:: WHAT YOU SHOULD DO ::
Read the data below. Every line holding the string "lists" must be copied.

START GIVEN INFORMATION

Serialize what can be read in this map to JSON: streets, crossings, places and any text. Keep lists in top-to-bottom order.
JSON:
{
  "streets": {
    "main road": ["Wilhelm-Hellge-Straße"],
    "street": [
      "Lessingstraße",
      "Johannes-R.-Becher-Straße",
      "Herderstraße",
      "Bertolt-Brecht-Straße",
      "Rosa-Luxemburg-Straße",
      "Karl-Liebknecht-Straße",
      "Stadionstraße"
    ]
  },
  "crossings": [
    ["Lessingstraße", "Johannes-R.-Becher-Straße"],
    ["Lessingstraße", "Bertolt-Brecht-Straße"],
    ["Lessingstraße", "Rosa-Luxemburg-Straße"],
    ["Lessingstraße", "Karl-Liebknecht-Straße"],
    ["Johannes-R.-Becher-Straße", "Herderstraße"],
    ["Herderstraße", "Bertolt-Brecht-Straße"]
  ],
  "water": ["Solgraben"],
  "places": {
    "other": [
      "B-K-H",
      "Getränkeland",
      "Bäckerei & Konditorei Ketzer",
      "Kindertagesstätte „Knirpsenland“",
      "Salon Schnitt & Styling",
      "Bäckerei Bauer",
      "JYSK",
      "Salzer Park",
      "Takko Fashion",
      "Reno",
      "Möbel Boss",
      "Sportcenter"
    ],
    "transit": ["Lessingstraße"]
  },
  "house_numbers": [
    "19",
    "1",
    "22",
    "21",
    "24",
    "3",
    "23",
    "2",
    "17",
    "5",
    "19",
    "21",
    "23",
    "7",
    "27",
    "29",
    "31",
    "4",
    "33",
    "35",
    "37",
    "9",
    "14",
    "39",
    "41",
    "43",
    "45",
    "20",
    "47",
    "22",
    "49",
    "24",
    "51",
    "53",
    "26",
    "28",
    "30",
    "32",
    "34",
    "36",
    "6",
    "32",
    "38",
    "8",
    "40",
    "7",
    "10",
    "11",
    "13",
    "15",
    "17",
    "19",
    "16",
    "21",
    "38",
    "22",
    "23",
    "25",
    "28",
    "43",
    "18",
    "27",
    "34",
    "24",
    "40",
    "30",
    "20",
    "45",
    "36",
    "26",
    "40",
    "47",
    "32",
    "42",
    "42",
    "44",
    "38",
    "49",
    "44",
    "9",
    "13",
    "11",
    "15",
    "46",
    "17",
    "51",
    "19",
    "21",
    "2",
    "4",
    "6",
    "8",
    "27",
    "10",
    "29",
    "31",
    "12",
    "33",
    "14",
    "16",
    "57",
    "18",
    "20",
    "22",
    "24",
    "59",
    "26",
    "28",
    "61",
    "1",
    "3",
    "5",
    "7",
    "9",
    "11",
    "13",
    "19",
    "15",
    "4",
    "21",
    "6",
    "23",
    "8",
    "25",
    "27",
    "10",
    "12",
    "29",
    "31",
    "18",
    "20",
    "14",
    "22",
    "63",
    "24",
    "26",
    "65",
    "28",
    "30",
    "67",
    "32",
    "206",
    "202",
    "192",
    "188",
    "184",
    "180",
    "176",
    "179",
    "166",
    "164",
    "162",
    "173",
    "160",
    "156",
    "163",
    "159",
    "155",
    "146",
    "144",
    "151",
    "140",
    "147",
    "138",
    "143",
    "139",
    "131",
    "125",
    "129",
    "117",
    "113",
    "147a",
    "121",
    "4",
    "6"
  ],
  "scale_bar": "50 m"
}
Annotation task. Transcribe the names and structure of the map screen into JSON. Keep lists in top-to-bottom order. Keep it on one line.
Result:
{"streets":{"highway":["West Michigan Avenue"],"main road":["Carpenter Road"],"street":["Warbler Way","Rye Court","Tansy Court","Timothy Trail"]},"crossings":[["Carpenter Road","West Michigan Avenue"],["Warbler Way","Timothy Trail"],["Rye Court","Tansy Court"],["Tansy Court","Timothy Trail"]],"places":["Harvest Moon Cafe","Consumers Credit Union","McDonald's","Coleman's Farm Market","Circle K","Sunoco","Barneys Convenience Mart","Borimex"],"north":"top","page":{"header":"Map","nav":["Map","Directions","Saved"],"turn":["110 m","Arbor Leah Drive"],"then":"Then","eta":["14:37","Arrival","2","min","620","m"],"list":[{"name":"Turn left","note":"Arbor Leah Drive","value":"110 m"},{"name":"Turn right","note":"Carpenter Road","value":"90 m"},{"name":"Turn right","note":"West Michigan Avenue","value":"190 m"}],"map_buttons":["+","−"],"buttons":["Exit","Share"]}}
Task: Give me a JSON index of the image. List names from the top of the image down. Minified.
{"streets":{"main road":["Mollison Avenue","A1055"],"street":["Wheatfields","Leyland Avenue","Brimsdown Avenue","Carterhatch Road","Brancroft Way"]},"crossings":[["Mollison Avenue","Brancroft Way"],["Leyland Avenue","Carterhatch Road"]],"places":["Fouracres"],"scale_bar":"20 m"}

END GIVEN INFORMATION

:: WRITTEN REPLY ::
Serialize what can be read in this map to JSON: streets, crossings, places and any text. Keep lists in top-to-bottom order.
Annotation task. Transcribe the names and structure of the map screen into JSON. Keep lists in top-to-bottom order. Keep it on one line.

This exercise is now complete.